Moe Siegel, Celestial Seasonings founder, discovered wild herbs growing around Boulder and began packaging them in muslim bags to sell in a health food store. He conceived the company name because he knew a girl whom he decided was Celestial. By 1977 Celestial Seasonings had gone international. Today 1.6 billion cups of its tea are drunk around the world each day. Its best selling tea is called Sleepytime, and its corporate headquarters has moved from a barn to more traditional offices at 4600 Sleepytime Drive. Its #2 best seller is chamomile and #3 is peppermint. The scent in the peppermint room was so close to overpowering that some of the 86 skipped it. Ruth’s best is Bengal Spice.

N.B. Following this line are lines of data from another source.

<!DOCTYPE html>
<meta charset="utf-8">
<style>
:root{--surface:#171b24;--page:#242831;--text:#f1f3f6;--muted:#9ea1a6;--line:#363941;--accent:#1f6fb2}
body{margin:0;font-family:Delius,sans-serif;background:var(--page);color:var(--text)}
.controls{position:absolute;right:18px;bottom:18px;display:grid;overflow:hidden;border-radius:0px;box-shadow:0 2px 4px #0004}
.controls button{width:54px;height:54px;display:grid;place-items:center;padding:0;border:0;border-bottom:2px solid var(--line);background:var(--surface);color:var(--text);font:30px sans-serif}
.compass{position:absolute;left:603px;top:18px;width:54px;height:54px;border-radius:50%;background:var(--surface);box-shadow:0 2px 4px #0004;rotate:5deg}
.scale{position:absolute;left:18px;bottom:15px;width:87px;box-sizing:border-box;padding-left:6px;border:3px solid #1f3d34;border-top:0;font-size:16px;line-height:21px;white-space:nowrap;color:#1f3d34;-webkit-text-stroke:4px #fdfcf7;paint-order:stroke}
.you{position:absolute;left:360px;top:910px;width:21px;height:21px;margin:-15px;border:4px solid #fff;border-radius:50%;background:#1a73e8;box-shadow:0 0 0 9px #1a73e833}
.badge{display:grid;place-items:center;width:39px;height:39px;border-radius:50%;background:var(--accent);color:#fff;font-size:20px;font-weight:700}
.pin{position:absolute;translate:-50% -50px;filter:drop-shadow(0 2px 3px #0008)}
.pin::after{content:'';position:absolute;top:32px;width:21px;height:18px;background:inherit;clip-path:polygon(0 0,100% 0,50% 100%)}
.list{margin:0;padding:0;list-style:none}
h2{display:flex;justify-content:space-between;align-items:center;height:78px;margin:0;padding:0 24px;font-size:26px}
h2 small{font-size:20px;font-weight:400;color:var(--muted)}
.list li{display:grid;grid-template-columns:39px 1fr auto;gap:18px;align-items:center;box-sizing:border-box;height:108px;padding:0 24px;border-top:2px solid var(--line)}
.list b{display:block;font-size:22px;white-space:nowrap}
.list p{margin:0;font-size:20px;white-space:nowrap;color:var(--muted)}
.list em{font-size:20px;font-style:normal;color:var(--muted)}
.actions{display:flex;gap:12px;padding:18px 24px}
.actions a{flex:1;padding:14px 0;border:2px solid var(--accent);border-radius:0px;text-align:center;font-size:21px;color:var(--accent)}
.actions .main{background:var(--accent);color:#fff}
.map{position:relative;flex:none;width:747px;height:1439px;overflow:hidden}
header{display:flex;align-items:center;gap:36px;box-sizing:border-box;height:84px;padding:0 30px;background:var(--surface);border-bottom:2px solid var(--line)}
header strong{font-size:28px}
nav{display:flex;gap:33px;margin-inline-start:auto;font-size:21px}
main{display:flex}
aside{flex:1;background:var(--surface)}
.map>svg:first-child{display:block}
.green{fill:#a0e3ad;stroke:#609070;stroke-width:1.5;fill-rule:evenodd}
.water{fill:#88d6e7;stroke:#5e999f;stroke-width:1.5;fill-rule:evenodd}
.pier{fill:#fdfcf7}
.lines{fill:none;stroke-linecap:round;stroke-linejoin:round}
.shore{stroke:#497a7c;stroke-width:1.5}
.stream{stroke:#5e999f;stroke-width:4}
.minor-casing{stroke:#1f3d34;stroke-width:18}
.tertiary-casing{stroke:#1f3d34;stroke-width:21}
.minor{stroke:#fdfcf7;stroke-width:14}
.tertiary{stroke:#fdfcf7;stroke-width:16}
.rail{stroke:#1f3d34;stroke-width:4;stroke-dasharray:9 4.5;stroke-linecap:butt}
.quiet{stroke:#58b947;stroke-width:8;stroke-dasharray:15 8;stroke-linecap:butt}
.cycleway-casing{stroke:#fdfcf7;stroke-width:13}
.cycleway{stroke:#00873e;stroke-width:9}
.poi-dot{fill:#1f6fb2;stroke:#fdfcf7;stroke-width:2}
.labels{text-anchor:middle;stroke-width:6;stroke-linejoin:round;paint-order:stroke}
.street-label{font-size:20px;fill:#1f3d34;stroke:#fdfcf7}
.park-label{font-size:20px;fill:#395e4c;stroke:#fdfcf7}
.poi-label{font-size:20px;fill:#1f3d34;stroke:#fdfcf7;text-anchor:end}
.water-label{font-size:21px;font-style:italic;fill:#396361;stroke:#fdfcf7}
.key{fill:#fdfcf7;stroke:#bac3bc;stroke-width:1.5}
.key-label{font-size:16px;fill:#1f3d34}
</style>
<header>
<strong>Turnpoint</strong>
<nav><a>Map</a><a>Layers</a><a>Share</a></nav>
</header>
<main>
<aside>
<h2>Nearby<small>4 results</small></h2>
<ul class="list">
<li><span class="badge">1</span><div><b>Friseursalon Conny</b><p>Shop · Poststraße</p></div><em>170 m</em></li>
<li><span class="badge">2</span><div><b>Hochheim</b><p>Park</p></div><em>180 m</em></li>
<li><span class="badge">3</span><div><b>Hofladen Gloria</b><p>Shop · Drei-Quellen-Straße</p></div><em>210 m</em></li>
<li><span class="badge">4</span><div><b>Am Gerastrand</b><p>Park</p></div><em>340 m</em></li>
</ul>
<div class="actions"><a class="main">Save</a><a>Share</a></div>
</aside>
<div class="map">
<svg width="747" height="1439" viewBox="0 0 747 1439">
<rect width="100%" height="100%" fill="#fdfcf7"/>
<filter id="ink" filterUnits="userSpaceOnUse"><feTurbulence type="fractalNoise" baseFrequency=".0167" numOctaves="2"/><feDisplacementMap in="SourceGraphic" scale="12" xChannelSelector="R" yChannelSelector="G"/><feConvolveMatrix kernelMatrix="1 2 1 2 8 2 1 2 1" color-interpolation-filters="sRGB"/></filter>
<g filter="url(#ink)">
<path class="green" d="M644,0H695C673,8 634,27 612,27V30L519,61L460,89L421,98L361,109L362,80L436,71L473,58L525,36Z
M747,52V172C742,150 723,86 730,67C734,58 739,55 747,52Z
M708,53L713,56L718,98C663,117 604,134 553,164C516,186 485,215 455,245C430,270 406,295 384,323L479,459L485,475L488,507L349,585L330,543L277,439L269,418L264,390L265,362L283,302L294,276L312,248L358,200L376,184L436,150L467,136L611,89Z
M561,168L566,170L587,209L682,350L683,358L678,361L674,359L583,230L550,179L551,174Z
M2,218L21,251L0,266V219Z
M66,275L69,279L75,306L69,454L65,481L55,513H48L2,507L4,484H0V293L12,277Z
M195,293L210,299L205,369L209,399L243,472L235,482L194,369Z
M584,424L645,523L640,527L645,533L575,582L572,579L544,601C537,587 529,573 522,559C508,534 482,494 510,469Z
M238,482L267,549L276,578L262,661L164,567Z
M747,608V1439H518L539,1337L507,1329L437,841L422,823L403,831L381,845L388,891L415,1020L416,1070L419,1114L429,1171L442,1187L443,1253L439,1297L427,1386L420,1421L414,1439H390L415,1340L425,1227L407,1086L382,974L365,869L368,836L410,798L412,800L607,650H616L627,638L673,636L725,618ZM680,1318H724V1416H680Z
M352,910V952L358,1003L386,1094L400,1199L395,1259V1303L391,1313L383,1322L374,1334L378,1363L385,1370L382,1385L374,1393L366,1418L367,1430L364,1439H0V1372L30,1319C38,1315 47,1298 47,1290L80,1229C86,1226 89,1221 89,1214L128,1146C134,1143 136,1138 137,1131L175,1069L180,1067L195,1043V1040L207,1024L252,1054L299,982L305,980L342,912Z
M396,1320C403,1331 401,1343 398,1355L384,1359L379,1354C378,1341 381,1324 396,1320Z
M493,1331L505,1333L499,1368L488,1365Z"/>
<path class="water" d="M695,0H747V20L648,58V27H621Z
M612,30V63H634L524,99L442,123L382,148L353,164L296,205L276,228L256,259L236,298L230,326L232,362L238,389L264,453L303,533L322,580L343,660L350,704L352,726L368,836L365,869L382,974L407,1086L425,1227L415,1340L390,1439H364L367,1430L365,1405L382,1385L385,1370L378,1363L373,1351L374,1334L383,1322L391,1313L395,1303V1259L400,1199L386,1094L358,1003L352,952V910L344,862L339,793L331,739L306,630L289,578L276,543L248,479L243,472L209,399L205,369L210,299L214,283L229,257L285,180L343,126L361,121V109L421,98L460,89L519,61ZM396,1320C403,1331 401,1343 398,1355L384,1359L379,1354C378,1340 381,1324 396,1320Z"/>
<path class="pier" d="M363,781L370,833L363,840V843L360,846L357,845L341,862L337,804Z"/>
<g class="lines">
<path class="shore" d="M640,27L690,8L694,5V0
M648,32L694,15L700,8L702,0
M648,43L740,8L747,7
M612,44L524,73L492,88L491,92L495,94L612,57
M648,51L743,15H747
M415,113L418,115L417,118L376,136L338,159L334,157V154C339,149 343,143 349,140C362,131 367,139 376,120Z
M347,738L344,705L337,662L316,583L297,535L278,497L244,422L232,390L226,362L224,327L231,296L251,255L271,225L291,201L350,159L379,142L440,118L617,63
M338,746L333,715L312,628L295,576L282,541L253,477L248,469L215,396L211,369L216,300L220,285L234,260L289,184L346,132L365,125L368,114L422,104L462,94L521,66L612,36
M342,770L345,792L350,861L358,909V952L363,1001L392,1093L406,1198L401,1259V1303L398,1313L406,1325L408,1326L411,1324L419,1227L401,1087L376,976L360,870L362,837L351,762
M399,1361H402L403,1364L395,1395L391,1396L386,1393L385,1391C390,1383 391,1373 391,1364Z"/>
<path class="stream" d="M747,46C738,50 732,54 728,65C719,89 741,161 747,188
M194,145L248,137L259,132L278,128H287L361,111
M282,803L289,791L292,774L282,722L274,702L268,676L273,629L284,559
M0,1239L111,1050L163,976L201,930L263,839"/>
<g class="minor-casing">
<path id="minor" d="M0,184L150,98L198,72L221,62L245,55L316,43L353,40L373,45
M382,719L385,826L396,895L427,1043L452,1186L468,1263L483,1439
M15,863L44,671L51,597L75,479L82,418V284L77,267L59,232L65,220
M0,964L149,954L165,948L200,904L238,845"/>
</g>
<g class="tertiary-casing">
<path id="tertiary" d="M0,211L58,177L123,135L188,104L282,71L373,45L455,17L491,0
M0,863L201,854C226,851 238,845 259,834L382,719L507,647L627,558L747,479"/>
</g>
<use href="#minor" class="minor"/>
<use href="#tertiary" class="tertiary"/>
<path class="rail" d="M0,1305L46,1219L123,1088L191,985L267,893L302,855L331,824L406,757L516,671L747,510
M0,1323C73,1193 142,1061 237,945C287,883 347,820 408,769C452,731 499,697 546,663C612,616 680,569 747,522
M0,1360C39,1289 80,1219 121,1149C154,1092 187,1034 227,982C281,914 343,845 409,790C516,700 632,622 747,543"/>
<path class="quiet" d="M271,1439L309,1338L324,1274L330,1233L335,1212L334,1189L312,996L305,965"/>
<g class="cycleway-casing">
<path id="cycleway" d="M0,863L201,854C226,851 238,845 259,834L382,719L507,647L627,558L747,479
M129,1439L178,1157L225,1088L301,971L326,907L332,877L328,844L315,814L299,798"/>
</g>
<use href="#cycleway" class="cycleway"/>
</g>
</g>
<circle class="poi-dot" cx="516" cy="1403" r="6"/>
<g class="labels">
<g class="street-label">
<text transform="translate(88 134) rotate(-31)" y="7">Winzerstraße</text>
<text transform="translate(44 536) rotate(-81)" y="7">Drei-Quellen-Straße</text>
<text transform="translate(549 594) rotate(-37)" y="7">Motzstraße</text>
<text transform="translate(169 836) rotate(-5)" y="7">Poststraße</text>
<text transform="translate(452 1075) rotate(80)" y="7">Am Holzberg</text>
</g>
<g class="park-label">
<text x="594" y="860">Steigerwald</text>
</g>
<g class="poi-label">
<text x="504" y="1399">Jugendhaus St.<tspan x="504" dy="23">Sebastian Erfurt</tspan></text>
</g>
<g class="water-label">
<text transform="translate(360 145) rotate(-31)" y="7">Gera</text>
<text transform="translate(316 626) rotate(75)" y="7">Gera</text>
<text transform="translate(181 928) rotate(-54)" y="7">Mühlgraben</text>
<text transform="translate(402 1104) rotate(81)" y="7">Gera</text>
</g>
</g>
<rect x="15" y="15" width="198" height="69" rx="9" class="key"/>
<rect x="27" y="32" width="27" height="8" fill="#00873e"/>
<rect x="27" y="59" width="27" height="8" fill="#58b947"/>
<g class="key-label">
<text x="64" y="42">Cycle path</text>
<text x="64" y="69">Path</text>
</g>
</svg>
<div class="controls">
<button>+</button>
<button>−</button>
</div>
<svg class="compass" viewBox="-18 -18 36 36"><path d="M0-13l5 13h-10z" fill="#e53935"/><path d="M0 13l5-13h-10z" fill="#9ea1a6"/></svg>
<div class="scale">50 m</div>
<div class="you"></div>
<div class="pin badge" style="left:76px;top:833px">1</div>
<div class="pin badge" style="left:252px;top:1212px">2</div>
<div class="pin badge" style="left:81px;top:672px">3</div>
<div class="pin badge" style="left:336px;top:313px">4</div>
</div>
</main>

A lot of the pallets I saw on this tour were stacked high with packages from all over the world because 150 ingredients are used. Celestial Seasonings uses blackberry flavoring from China to make some tea, the most popular beverage in the world. More than 50 countries export tea including Burundi and Guatemala. Our astute and entertaining host whose name was not Celestial told us that their teas have a relatively short shelf life. After 2 years in your pantry, throw them out she suggested.
Visitors get to sample Celestial Seasonings teas before the tour. They wander around with small cups in their hands taking photos, reading the clever quotes about the advantages of drinking tea and living right, and looking at the company’s art work, which has a decidedly high sugar content. The 30 minute walking tour that followed had rules–no toy guns, no cell phones–as our host soberly explained the entire tea making process accompanied by those distracting smells.
Hank
ps The Buffalo painting in the reception area and above is very Colorado and is called “Morning Thunder”.